▶ [Exercise aim] Before you finish, make sure every line below has been written out exactly.

▶ [Source data]
↓↓↓
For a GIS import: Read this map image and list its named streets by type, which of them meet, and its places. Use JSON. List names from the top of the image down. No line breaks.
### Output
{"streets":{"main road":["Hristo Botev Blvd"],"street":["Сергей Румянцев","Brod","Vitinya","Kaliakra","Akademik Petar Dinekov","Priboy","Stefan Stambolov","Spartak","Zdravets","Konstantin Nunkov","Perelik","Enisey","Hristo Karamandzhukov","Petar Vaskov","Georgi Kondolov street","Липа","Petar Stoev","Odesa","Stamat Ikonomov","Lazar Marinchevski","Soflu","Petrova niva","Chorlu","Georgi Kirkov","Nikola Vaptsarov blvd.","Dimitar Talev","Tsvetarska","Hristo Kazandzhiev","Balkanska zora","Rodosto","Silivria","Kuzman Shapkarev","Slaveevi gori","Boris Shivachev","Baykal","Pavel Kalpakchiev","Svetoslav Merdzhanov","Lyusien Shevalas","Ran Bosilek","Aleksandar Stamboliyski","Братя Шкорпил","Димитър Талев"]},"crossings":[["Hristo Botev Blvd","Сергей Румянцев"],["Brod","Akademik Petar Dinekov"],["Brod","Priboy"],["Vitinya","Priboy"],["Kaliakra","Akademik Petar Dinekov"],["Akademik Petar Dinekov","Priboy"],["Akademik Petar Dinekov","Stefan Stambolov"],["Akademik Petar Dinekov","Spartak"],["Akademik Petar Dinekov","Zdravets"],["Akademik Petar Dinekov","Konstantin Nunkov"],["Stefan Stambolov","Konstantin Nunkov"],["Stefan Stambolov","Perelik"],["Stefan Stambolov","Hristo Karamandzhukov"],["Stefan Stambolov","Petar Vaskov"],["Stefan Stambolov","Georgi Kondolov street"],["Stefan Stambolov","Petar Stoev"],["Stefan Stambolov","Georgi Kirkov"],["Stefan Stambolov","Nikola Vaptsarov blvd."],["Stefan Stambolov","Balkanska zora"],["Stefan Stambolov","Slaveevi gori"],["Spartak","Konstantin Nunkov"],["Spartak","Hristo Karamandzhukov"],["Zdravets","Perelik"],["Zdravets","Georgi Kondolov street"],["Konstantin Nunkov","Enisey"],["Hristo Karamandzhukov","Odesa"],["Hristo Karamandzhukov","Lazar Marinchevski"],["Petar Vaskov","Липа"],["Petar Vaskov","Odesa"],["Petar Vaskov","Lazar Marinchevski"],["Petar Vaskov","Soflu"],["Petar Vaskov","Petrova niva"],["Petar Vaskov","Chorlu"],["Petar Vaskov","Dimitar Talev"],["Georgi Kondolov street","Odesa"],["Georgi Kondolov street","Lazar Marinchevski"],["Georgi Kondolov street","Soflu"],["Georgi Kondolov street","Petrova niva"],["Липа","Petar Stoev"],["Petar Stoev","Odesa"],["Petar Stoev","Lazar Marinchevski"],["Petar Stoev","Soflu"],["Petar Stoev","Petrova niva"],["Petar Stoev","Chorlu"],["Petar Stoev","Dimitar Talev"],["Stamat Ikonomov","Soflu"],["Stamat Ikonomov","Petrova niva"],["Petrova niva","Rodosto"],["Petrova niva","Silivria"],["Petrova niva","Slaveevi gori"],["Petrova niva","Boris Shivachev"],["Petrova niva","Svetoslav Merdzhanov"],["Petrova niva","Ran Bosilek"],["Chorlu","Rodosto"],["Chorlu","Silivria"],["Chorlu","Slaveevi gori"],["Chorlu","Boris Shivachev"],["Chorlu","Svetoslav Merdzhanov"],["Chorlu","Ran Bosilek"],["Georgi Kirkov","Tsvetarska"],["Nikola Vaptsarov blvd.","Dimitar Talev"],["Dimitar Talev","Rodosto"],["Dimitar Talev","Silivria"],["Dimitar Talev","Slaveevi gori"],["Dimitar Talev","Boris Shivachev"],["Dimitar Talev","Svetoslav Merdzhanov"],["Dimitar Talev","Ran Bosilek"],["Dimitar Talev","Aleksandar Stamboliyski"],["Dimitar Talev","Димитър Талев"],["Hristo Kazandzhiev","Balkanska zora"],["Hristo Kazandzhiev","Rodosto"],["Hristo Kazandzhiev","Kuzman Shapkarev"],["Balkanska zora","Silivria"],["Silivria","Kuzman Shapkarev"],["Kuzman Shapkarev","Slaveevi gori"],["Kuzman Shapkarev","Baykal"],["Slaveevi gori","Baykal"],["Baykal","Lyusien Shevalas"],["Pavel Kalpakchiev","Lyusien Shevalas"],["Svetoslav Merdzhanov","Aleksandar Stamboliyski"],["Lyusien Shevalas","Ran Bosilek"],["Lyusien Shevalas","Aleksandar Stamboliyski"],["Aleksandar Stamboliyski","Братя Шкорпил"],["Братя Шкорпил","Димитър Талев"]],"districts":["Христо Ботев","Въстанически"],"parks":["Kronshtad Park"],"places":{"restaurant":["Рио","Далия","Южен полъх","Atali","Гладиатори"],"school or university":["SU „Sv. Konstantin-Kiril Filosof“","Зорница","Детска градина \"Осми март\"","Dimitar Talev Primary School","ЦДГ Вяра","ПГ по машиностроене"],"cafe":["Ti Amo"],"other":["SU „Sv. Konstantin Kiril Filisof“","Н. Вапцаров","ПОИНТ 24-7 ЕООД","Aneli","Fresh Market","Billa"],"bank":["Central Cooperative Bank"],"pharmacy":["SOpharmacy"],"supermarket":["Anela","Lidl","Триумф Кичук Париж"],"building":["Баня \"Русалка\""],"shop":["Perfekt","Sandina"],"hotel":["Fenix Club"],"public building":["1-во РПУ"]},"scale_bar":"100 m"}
↑↑↑
▶ [Written answer]
For a GIS import: Read this map image and list its named streets by type, which of them meet, and its places. Use JSON. List names from the top of the image down. No line breaks.
### Output
{"streets":{"main road":["Hristo Botev Blvd"],"street":["Сергей Румянцев","Brod","Vitinya","Kaliakra","Akademik Petar Dinekov","Priboy","Stefan Stambolov","Spartak","Zdravets","Konstantin Nunkov","Perelik","Enisey","Hristo Karamandzhukov","Petar Vaskov","Georgi Kondolov street","Липа","Petar Stoev","Odesa","Stamat Ikonomov","Lazar Marinchevski","Soflu","Petrova niva","Chorlu","Georgi Kirkov","Nikola Vaptsarov blvd.","Dimitar Talev","Tsvetarska","Hristo Kazandzhiev","Balkanska zora","Rodosto","Silivria","Kuzman Shapkarev","Slaveevi gori","Boris Shivachev","Baykal","Pavel Kalpakchiev","Svetoslav Merdzhanov","Lyusien Shevalas","Ran Bosilek","Aleksandar Stamboliyski","Братя Шкорпил","Димитър Талев"]},"crossings":[["Hristo Botev Blvd","Сергей Румянцев"],["Brod","Akademik Petar Dinekov"],["Brod","Priboy"],["Vitinya","Priboy"],["Kaliakra","Akademik Petar Dinekov"],["Akademik Petar Dinekov","Priboy"],["Akademik Petar Dinekov","Stefan Stambolov"],["Akademik Petar Dinekov","Spartak"],["Akademik Petar Dinekov","Zdravets"],["Akademik Petar Dinekov","Konstantin Nunkov"],["Stefan Stambolov","Konstantin Nunkov"],["Stefan Stambolov","Perelik"],["Stefan Stambolov","Hristo Karamandzhukov"],["Stefan Stambolov","Petar Vaskov"],["Stefan Stambolov","Georgi Kondolov street"],["Stefan Stambolov","Petar Stoev"],["Stefan Stambolov","Georgi Kirkov"],["Stefan Stambolov","Nikola Vaptsarov blvd."],["Stefan Stambolov","Balkanska zora"],["Stefan Stambolov","Slaveevi gori"],["Spartak","Konstantin Nunkov"],["Spartak","Hristo Karamandzhukov"],["Zdravets","Perelik"],["Zdravets","Georgi Kondolov street"],["Konstantin Nunkov","Enisey"],["Hristo Karamandzhukov","Odesa"],["Hristo Karamandzhukov","Lazar Marinchevski"],["Petar Vaskov","Липа"],["Petar Vaskov","Odesa"],["Petar Vaskov","Lazar Marinchevski"],["Petar Vaskov","Soflu"],["Petar Vaskov","Petrova niva"],["Petar Vaskov","Chorlu"],["Petar Vaskov","Dimitar Talev"],["Georgi Kondolov street","Odesa"],["Georgi Kondolov street","Lazar Marinchevski"],["Georgi Kondolov street","Soflu"],["Georgi Kondolov street","Petrova niva"],["Липа","Petar Stoev"],["Petar Stoev","Odesa"],["Petar Stoev","Lazar Marinchevski"],["Petar Stoev","Soflu"],["Petar Stoev","Petrova niva"],["Petar Stoev","Chorlu"],["Petar Stoev","Dimitar Talev"],["Stamat Ikonomov","Soflu"],["Stamat Ikonomov","Petrova niva"],["Petrova niva","Rodosto"],["Petrova niva","Silivria"],["Petrova niva","Slaveevi gori"],["Petrova niva","Boris Shivachev"],["Petrova niva","Svetoslav Merdzhanov"],["Petrova niva","Ran Bosilek"],["Chorlu","Rodosto"],["Chorlu","Silivria"],["Chorlu","Slaveevi gori"],["Chorlu","Boris Shivachev"],["Chorlu","Svetoslav Merdzhanov"],["Chorlu","Ran Bosilek"],["Georgi Kirkov","Tsvetarska"],["Nikola Vaptsarov blvd.","Dimitar Talev"],["Dimitar Talev","Rodosto"],["Dimitar Talev","Silivria"],["Dimitar Talev","Slaveevi gori"],["Dimitar Talev","Boris Shivachev"],["Dimitar Talev","Svetoslav Merdzhanov"],["Dimitar Talev","Ran Bosilek"],["Dimitar Talev","Aleksandar Stamboliyski"],["Dimitar Talev","Димитър Талев"],["Hristo Kazandzhiev","Balkanska zora"],["Hristo Kazandzhiev","Rodosto"],["Hristo Kazandzhiev","Kuzman Shapkarev"],["Balkanska zora","Silivria"],["Silivria","Kuzman Shapkarev"],["Kuzman Shapkarev","Slaveevi gori"],["Kuzman Shapkarev","Baykal"],["Slaveevi gori","Baykal"],["Baykal","Lyusien Shevalas"],["Pavel Kalpakchiev","Lyusien Shevalas"],["Svetoslav Merdzhanov","Aleksandar Stamboliyski"],["Lyusien Shevalas","Ran Bosilek"],["Lyusien Shevalas","Aleksandar Stamboliyski"],["Aleksandar Stamboliyski","Братя Шкорпил"],["Братя Шкорпил","Димитър Талев"]],"districts":["Христо Ботев","Въстанически"],"parks":["Kronshtad Park"],"places":{"restaurant":["Рио","Далия","Южен полъх","Atali","Гладиатори"],"school or university":["SU „Sv. Konstantin-Kiril Filosof“","Зорница","Детска градина \"Осми март\"","Dimitar Talev Primary School","ЦДГ Вяра","ПГ по машиностроене"],"cafe":["Ti Amo"],"other":["SU „Sv. Konstantin Kiril Filisof“","Н. Вапцаров","ПОИНТ 24-7 ЕООД","Aneli","Fresh Market","Billa"],"bank":["Central Cooperative Bank"],"pharmacy":["SOpharmacy"],"supermarket":["Anela","Lidl","Триумф Кичук Париж"],"building":["Баня \"Русалка\""],"shop":["Perfekt","Sandina"],"hotel":["Fenix Club"],"public building":["1-во РПУ"]},"scale_bar":"100 m"}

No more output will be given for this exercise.